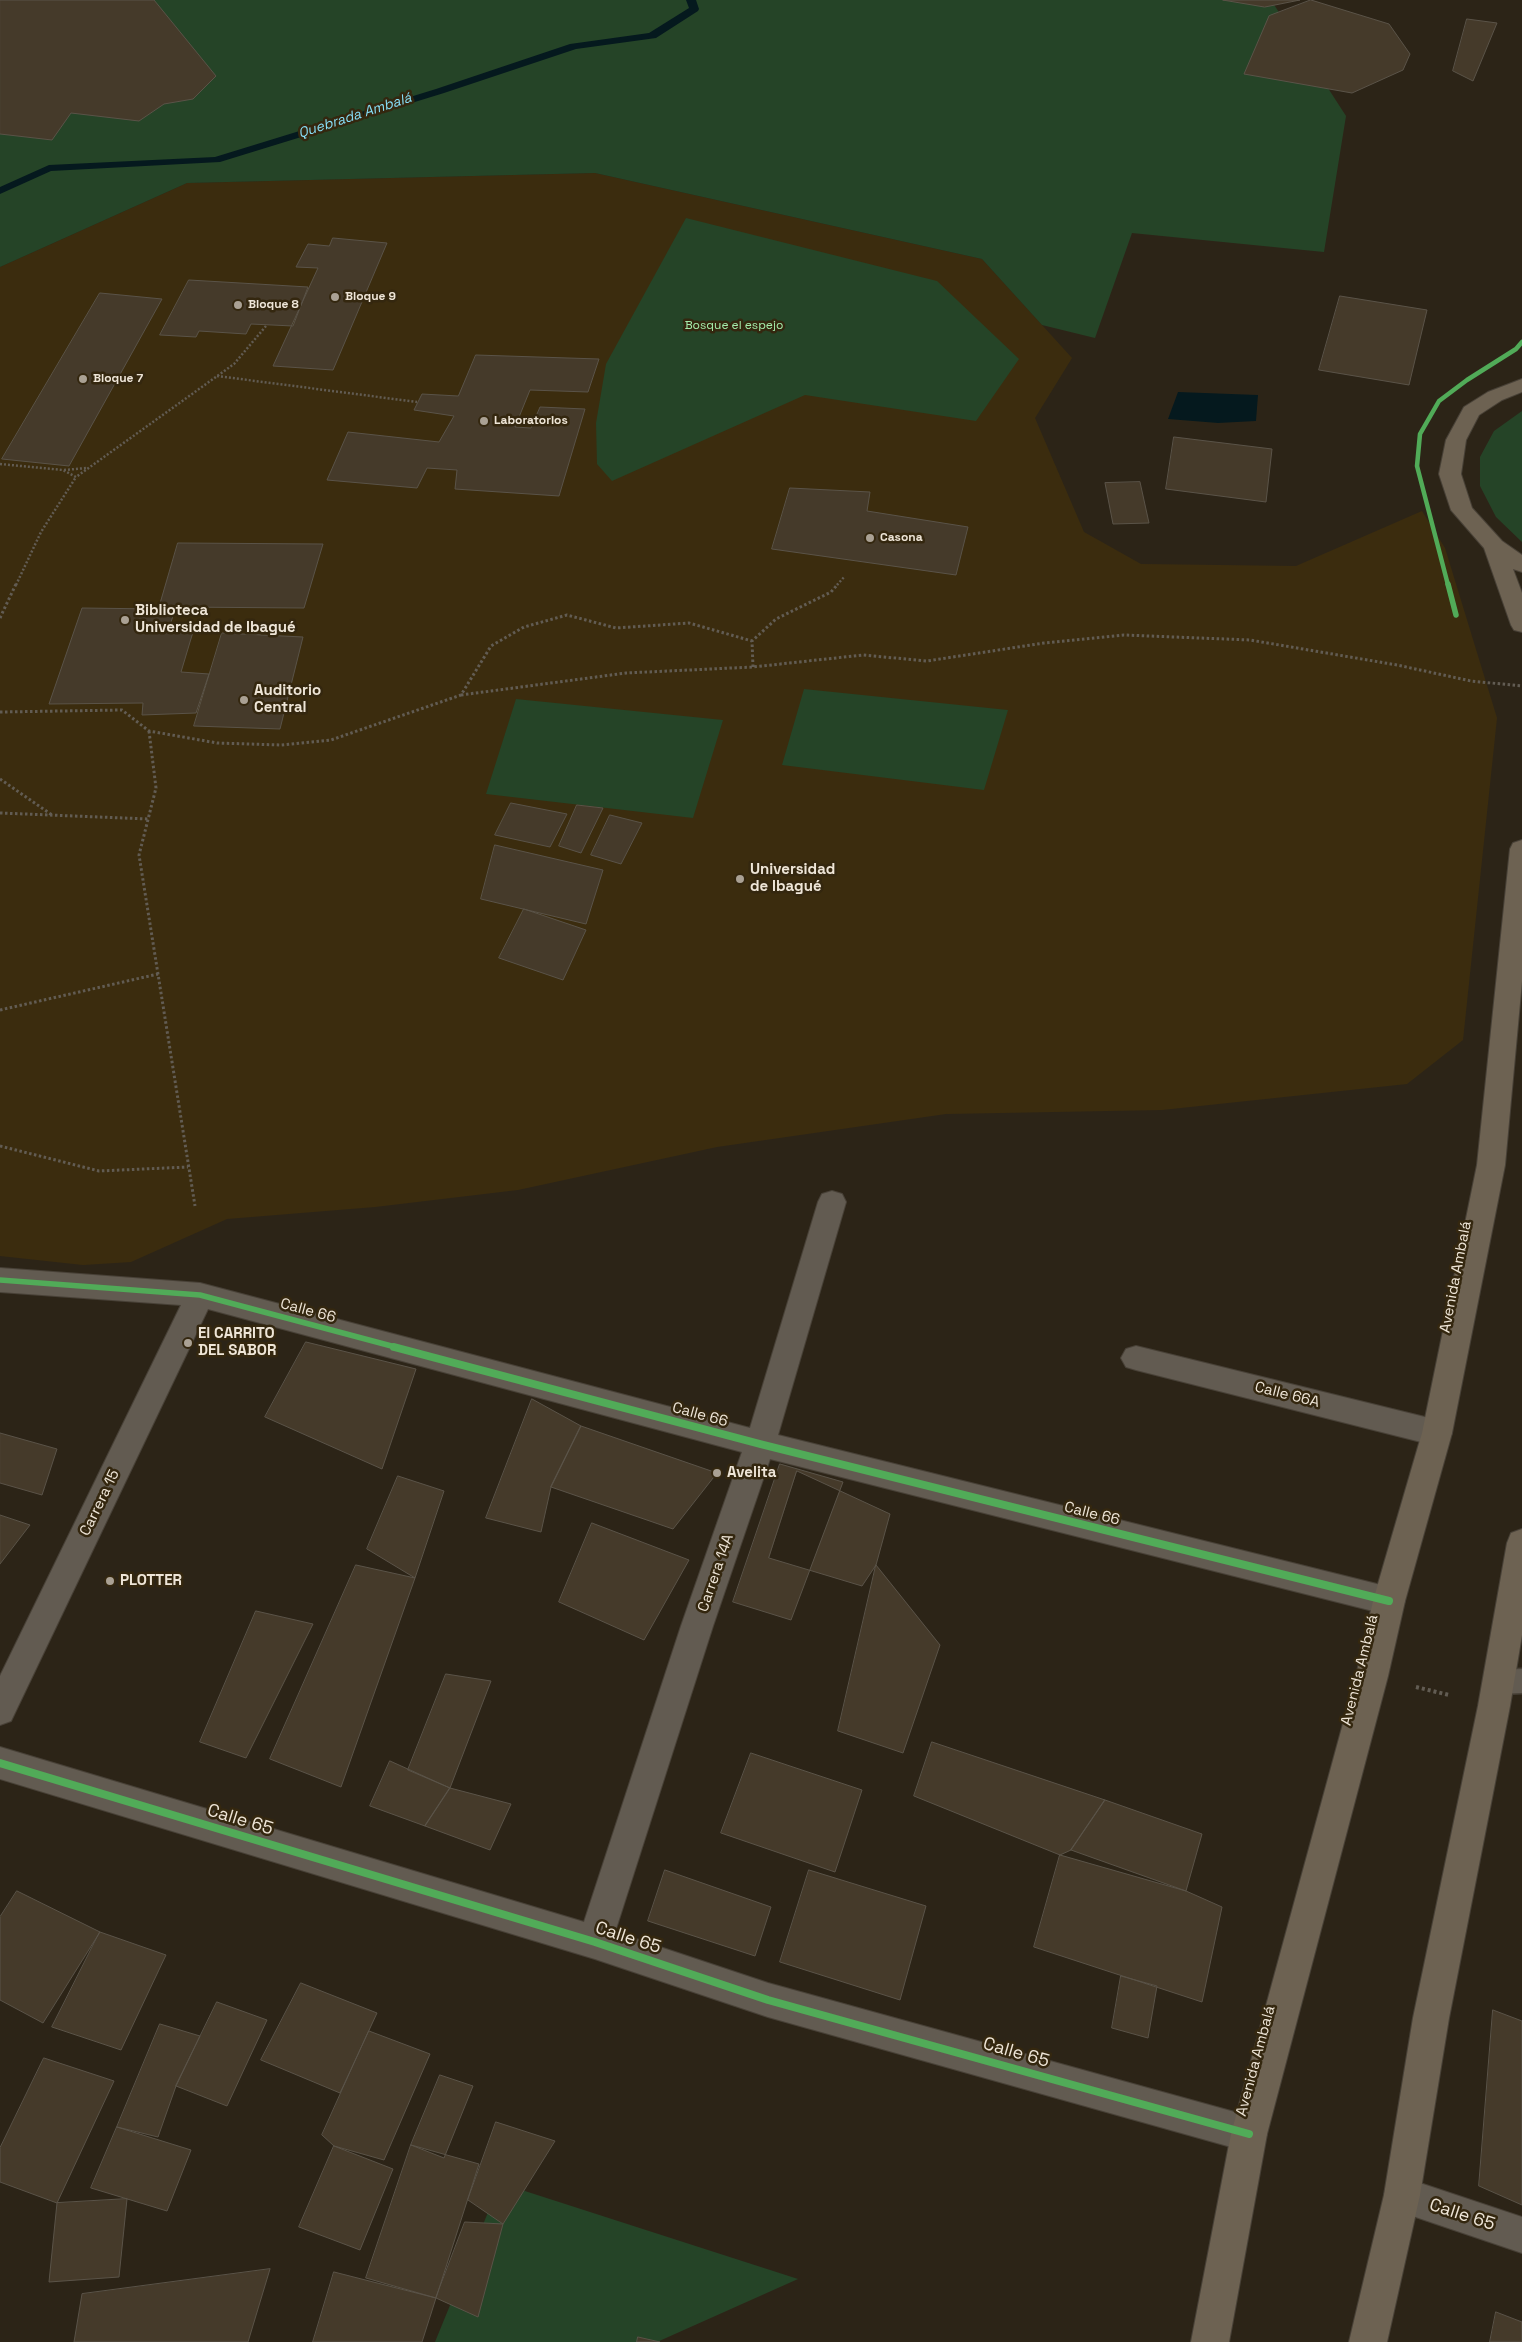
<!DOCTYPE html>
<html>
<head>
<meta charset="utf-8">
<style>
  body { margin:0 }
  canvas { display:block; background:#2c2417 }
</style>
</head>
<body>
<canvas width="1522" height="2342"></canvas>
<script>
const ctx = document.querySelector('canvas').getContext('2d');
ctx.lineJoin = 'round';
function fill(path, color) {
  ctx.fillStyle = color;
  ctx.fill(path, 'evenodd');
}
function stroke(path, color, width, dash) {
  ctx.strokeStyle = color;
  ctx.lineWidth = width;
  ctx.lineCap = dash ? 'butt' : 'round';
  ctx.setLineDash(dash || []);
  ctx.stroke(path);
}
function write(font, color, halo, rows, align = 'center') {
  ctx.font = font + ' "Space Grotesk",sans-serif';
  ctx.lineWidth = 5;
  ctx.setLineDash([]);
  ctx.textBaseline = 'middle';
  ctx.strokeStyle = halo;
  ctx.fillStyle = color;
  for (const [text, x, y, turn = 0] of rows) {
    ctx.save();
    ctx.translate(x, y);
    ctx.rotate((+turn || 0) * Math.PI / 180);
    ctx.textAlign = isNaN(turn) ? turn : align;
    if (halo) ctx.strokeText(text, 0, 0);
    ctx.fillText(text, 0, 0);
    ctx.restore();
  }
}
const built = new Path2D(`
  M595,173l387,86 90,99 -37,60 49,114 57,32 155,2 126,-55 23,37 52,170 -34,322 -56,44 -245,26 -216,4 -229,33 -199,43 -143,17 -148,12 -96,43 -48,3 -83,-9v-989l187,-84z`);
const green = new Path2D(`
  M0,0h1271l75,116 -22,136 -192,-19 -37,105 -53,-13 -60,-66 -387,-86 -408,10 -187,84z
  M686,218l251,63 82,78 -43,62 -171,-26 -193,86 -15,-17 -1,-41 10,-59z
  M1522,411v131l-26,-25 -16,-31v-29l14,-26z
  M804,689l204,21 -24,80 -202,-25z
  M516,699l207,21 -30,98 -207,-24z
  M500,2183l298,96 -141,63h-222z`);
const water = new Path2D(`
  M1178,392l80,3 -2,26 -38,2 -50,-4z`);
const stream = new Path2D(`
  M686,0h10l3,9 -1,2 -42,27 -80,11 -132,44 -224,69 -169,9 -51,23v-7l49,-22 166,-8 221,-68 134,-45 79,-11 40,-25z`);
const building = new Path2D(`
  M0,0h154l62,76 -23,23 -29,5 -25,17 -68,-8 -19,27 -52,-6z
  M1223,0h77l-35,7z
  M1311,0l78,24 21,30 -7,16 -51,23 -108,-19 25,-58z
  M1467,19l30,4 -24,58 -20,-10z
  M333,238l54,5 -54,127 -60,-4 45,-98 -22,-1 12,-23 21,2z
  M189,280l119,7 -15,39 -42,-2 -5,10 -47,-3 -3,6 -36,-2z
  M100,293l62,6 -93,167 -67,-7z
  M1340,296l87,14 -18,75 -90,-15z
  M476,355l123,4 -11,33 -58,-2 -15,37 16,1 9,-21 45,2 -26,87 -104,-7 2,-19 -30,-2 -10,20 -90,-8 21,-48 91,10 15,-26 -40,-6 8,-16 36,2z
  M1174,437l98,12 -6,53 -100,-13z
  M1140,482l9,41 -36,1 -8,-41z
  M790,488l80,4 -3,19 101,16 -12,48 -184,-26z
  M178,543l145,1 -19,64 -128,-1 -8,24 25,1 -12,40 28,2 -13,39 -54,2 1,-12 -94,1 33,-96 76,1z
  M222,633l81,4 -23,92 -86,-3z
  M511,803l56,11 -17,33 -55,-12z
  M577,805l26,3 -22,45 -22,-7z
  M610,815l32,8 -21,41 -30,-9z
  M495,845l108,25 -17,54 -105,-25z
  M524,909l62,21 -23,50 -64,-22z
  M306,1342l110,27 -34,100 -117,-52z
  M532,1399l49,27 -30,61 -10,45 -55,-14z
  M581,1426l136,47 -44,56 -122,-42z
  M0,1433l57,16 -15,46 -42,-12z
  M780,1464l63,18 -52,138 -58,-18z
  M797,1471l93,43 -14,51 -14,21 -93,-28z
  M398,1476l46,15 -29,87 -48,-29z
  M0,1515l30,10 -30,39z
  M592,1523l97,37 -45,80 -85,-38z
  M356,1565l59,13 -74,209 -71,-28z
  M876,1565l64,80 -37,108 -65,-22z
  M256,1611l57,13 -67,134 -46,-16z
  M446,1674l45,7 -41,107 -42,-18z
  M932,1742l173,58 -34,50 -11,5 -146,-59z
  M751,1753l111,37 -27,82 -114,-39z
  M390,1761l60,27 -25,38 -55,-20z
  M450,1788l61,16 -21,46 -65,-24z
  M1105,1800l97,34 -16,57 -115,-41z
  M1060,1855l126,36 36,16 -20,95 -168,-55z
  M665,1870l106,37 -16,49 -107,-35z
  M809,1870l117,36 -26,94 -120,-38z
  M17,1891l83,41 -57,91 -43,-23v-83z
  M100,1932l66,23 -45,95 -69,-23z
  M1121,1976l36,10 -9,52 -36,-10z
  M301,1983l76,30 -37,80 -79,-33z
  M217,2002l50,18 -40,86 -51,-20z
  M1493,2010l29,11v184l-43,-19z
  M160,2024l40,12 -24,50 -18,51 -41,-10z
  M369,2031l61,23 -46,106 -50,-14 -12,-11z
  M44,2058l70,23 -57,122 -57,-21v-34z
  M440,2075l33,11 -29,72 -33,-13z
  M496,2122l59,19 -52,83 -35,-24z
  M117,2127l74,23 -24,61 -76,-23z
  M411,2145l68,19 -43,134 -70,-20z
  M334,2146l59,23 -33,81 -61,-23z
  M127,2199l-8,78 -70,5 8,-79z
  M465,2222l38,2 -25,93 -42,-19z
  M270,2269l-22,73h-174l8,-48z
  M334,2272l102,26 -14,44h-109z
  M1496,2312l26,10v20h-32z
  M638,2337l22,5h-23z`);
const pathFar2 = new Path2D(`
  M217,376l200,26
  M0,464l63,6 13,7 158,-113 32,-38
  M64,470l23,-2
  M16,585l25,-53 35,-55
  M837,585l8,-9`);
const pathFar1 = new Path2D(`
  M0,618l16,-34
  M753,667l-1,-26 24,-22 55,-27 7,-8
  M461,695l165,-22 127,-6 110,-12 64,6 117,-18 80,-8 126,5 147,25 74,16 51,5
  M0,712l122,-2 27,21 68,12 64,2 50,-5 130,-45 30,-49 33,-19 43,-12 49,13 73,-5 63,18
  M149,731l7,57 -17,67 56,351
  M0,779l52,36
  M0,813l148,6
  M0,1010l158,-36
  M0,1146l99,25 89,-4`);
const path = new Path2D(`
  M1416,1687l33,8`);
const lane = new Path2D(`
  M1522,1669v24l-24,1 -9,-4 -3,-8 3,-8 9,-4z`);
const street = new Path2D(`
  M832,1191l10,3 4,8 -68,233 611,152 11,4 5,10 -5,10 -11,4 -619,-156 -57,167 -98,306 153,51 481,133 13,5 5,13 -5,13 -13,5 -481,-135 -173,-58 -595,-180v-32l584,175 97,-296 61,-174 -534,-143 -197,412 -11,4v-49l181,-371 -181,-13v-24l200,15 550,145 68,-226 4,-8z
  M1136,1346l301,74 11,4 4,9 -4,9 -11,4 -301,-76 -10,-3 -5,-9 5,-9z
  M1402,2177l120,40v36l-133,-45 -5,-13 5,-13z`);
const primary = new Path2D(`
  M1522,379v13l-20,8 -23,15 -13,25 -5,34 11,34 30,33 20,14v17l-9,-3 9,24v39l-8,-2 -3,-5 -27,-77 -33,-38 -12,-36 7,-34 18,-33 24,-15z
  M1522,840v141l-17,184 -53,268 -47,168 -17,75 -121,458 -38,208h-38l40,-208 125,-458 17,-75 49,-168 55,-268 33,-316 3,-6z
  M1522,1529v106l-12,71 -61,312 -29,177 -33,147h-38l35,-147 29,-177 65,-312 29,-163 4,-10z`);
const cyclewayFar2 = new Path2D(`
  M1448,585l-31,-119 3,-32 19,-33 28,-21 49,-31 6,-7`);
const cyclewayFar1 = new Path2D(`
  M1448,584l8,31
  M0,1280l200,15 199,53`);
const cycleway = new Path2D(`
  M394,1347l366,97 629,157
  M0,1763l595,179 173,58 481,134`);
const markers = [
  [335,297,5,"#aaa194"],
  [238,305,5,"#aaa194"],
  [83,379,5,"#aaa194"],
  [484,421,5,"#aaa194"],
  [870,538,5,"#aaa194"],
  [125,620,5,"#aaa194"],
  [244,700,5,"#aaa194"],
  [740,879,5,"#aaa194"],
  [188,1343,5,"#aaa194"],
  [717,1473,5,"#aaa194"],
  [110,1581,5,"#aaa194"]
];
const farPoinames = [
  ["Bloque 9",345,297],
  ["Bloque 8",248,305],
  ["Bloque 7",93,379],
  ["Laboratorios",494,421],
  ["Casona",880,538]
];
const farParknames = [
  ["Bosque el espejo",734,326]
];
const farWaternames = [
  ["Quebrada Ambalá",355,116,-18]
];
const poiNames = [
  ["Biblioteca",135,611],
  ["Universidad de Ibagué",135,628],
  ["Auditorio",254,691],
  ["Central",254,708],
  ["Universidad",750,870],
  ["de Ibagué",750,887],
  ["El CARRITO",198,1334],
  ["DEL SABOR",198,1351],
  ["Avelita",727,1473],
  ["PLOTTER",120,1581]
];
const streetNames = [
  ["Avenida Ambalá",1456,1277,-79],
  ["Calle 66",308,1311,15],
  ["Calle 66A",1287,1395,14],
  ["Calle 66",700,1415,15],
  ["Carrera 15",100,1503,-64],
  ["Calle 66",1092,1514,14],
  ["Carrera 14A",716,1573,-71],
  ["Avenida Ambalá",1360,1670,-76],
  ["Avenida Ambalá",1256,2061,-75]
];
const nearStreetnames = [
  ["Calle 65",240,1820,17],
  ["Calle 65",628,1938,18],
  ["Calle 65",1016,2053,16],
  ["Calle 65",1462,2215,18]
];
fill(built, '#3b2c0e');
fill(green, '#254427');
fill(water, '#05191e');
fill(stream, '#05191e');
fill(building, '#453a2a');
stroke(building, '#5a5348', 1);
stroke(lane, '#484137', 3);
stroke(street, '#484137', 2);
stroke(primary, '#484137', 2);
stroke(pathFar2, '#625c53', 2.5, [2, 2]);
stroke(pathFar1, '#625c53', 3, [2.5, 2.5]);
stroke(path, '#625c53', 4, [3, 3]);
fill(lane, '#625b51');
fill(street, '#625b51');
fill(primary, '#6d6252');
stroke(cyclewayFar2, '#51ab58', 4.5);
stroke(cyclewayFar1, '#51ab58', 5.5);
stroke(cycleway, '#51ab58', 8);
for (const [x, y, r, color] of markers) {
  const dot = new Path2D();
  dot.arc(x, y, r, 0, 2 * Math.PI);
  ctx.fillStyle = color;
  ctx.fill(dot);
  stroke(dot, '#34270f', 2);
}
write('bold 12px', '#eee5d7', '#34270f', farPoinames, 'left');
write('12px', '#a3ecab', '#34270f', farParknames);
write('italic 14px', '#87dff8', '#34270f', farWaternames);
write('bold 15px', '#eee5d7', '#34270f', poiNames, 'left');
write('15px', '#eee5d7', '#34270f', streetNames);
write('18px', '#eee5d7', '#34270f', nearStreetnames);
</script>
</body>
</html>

Task instructions: Print exactly the lines running from the start of the entries above to the line with "ctx.lineWidth = width;", both included; leave out any pictures.

Answer:
<!DOCTYPE html>
<html>
<head>
<meta charset="utf-8">
<style>
  body { margin:0 }
  canvas { display:block; background:#2c2417 }
</style>
</head>
<body>
<canvas width="1522" height="2342"></canvas>
<script>
const ctx = document.querySelector('canvas').getContext('2d');
ctx.lineJoin = 'round';
function fill(path, color) {
  ctx.fillStyle = color;
  ctx.fill(path, 'evenodd');
}
function stroke(path, color, width, dash) {
  ctx.strokeStyle = color;
  ctx.lineWidth = width;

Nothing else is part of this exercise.